Figure 19. NMA figure for IL-6. Note: Network Meta-Analysis diagram for Interleukin-6. Nodes represent interventions; lines indicate direct comparisons. NMA: Network Meta-Analysis; IL-6: Interleukin-6.

Figure 20
Network diagram showing connections between

Figure 20. NMA figure for IAP. Note: Network Meta-Analysis diagram for Intra-abdominal Pressure. Nodes represent interventions; lines indicate direct comparisons. NMA: Network Meta-Analysis; IAP: Intra-abdominal Pressure.

3.4.1 Gastrointestinal dysfunction score

All included comparisons passed the consistency test between direct and indirect evidence (all P-values >0.05), indicating acceptable consistency within the evidence network. Detailed results are presented in Supplementary Table S5A.

The results showed that, compared with conventional treatment in the control group, the following interventions significantly reduced gastrointestinal dysfunction scores: Banxia Xiexin Tang [MD = −0.76, 95% CI: −1.09 to −0.44], Dachaihu Tang [MD = −2.03, 95% CI: −3.86 to −0.20], Dachengqi Tang [MD = −0.91, 95% CI: −1.54 to −0.29], Rhubarb [MD = −0.84, 95% CI: −1.13 to −0.54], Dahuang Fuzi Tang [MD = −0.50, 95% CI: −0.78 to −0.22], Dahuang Gancao Tang [MD = −1.03, 95% CI: −1.55 to −0.51], and Yiqi Tang [MD = −0.58, 95% CI: −1.11 to −0.05]. Detailed results are presented in Supplementary Table S6A. Among these, Dachaihu Tang ranked highest in probability of effectiveness (92.7%), as shown in Figure 3, with the detailed cumulative ranking probabilities summarized in Supplementary Table S7A. Figure 12 presents the comparative effect estimates across all interventions.

3.4.2 TCM symptom score

All included comparisons passed the consistency test between direct and indirect evidence (all P-values >0.05), indicating acceptable consistency within the evidence network.
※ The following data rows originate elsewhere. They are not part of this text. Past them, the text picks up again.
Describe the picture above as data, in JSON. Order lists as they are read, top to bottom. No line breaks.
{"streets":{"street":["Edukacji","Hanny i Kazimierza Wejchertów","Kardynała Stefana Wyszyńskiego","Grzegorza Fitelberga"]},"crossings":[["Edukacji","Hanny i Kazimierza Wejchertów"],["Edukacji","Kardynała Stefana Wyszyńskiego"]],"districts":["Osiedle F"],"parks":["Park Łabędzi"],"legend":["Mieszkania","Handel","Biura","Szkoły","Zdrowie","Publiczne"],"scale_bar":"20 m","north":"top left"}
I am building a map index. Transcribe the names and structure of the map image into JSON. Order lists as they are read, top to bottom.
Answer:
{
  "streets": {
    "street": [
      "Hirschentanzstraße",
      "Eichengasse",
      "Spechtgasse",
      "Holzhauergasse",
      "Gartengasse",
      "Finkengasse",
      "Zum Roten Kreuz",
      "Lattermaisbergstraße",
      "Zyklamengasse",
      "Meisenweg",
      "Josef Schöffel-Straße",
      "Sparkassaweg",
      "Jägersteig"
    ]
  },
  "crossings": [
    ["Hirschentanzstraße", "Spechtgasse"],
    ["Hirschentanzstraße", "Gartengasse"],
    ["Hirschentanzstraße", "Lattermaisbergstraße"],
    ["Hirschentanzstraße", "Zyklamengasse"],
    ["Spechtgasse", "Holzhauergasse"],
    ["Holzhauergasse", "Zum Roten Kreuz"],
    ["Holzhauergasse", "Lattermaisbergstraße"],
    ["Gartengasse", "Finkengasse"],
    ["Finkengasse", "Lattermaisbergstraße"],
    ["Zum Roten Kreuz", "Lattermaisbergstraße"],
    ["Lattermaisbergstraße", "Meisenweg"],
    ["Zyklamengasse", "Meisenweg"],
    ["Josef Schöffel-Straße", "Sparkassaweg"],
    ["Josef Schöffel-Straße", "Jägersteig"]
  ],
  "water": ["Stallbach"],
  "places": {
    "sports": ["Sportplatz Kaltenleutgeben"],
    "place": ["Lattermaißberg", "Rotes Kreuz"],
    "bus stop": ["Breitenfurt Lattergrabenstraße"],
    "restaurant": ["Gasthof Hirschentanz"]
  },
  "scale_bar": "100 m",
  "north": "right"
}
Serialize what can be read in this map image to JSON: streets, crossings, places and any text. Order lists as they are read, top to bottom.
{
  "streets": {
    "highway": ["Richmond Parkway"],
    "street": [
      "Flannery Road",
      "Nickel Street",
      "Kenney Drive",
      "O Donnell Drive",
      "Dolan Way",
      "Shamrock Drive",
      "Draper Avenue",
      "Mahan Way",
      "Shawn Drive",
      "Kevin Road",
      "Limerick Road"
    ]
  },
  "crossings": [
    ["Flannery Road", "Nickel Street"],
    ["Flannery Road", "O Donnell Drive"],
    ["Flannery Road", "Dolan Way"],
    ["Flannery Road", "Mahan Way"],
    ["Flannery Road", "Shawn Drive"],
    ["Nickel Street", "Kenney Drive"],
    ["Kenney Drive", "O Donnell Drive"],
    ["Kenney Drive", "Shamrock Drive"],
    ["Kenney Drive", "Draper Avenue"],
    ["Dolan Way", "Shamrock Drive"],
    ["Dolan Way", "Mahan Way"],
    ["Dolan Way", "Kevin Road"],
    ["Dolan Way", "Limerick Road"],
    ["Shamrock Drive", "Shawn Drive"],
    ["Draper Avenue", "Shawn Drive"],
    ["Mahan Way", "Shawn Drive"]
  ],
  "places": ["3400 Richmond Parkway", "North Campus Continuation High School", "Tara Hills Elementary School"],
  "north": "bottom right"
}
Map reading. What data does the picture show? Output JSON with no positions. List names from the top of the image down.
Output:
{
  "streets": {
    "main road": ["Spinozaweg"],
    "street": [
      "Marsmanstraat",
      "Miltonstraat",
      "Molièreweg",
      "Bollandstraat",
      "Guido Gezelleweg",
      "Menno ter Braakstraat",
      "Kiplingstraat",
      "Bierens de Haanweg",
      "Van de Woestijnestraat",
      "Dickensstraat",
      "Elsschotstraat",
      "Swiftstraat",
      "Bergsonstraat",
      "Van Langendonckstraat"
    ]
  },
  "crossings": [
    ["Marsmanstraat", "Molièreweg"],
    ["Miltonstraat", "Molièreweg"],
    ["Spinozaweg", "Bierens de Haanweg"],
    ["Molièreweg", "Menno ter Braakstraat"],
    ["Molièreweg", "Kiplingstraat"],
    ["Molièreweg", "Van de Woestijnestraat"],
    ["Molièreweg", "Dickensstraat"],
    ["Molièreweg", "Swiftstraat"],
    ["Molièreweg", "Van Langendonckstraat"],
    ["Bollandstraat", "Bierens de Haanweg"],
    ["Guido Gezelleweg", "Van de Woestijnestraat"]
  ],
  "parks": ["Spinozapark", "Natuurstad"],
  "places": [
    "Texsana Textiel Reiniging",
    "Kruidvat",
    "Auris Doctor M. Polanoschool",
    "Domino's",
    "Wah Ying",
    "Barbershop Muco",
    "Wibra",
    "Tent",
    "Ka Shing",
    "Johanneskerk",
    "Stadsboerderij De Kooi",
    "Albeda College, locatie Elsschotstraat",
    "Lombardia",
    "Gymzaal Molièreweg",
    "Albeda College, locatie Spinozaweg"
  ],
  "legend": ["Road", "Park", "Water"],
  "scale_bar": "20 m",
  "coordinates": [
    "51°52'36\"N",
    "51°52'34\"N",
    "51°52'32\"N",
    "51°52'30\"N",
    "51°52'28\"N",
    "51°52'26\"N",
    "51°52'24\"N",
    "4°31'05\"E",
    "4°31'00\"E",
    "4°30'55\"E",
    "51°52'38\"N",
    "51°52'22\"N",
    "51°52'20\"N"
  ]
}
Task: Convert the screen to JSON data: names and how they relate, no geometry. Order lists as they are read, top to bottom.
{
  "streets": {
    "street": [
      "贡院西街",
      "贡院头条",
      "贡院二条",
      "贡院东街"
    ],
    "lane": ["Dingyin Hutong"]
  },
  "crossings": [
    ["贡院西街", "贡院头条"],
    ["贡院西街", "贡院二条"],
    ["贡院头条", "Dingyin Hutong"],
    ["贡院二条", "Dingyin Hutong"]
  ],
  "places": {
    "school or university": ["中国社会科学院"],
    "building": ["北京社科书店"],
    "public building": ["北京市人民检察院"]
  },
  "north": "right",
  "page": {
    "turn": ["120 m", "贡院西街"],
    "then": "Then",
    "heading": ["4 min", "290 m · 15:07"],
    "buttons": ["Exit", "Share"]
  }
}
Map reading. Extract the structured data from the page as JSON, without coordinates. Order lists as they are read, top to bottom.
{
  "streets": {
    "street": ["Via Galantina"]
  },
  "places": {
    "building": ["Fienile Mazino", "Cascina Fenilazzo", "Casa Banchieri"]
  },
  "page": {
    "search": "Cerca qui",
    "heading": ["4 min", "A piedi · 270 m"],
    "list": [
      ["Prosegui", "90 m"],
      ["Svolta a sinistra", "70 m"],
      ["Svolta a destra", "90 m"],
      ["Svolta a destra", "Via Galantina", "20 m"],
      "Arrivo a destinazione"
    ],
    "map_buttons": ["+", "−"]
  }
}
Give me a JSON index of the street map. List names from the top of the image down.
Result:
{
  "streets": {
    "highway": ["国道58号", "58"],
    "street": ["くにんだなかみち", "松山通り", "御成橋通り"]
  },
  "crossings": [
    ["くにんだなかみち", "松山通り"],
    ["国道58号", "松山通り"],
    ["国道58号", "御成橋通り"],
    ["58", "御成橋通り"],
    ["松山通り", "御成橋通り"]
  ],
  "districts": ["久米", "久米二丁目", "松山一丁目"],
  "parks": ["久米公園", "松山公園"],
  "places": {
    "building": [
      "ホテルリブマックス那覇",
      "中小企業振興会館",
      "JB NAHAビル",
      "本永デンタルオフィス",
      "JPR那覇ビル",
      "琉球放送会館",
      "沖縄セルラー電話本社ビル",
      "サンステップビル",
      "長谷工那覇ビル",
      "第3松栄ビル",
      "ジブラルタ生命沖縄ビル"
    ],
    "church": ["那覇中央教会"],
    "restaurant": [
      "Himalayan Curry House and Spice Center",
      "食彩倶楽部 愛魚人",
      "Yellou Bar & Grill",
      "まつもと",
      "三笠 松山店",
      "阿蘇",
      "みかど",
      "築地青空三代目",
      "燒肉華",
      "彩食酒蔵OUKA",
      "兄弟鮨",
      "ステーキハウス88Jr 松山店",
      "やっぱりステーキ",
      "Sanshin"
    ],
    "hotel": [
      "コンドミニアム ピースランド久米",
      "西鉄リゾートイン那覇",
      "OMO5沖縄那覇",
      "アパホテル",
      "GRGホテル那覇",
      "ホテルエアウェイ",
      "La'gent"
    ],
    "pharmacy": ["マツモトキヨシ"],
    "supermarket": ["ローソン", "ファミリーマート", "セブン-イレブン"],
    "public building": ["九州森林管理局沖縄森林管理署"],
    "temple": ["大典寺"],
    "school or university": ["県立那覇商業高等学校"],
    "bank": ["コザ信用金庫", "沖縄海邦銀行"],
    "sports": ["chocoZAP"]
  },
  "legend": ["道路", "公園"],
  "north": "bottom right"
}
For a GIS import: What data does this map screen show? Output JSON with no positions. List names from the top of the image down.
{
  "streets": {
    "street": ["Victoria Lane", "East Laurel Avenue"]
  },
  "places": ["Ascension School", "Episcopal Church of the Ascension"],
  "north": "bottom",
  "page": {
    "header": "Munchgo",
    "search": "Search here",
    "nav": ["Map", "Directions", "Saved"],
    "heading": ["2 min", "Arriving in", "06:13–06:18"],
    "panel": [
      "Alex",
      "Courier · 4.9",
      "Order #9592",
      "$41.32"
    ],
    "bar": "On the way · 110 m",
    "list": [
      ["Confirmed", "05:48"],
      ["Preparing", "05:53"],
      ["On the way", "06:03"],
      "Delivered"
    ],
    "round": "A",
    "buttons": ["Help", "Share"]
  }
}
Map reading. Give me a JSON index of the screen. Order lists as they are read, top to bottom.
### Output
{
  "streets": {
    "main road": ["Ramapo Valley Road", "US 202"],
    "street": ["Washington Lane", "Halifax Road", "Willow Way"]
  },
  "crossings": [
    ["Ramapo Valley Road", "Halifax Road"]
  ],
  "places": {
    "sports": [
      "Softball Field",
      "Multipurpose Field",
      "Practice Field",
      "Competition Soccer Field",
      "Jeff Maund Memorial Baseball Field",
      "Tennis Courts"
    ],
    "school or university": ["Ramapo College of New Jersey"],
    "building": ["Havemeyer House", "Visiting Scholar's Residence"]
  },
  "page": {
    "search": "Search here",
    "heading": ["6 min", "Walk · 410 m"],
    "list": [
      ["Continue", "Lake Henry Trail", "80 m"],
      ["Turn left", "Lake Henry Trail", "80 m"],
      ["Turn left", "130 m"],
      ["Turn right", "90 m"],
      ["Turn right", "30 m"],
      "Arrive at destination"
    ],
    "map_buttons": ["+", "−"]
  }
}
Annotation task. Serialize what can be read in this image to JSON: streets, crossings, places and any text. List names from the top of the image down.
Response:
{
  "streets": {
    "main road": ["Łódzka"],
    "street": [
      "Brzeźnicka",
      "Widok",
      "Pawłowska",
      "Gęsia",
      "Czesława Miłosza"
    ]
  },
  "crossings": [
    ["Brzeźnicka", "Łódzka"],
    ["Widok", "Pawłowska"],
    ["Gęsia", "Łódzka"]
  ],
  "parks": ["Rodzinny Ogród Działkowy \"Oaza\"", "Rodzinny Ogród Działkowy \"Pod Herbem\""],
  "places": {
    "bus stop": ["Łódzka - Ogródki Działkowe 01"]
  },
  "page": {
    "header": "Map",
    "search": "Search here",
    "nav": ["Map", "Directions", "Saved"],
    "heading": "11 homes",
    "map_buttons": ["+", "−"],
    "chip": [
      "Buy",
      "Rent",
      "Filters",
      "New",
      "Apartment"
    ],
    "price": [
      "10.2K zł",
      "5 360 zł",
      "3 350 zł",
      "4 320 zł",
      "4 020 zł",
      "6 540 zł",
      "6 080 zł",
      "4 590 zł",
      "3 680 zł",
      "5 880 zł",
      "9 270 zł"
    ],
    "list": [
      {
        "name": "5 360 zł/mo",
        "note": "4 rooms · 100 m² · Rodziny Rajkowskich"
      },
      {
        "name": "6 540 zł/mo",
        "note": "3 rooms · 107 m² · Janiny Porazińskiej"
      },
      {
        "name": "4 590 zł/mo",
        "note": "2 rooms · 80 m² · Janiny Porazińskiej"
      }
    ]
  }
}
Detailed results are provided in Supplementary Table S5B.

The results showed that, compared with conventional treatment in the control group, the following interventions were significantly more effective in reducing TCM symptom scores: Banxia Xiexin Tang [MD = −3.48, 95% CI: −5.41 to −1.54], Dahuang Fuzi Tang [MD = −5.31, 95% CI: −7.45 to −3.17], Tiaoqi Tongfu Tang [MD = −3.71, 95% CI: −5.98 to −1.43], Yantiao Fang [MD = −3.47, 95% CI: −5.85 to −1.09], Yiqi Tang [MD = −5.70, 95% CI: −9.84 to −1.56], and Zengye Chengqi Tang [MD = −4.04, 95% CI: −6.73 to −1.35]. Detailed results are presented in Supplementary Table S6B. Among these, Yiqi Tang ranked highest in probability of effectiveness (78.8%), as shown in Figure 4, with the detailed cumulative ranking probabilities summarized in Supplementary Table S7B. Figure 14 presents the comparative effect estimates across all interventions.

3.4.3 Apache Ⅱ score

All included comparisons passed the consistency test between direct and indirect evidence (all P-values >0.05), indicating acceptable consistency within the evidence network. Detailed results are provided in Supplementary Table S5C.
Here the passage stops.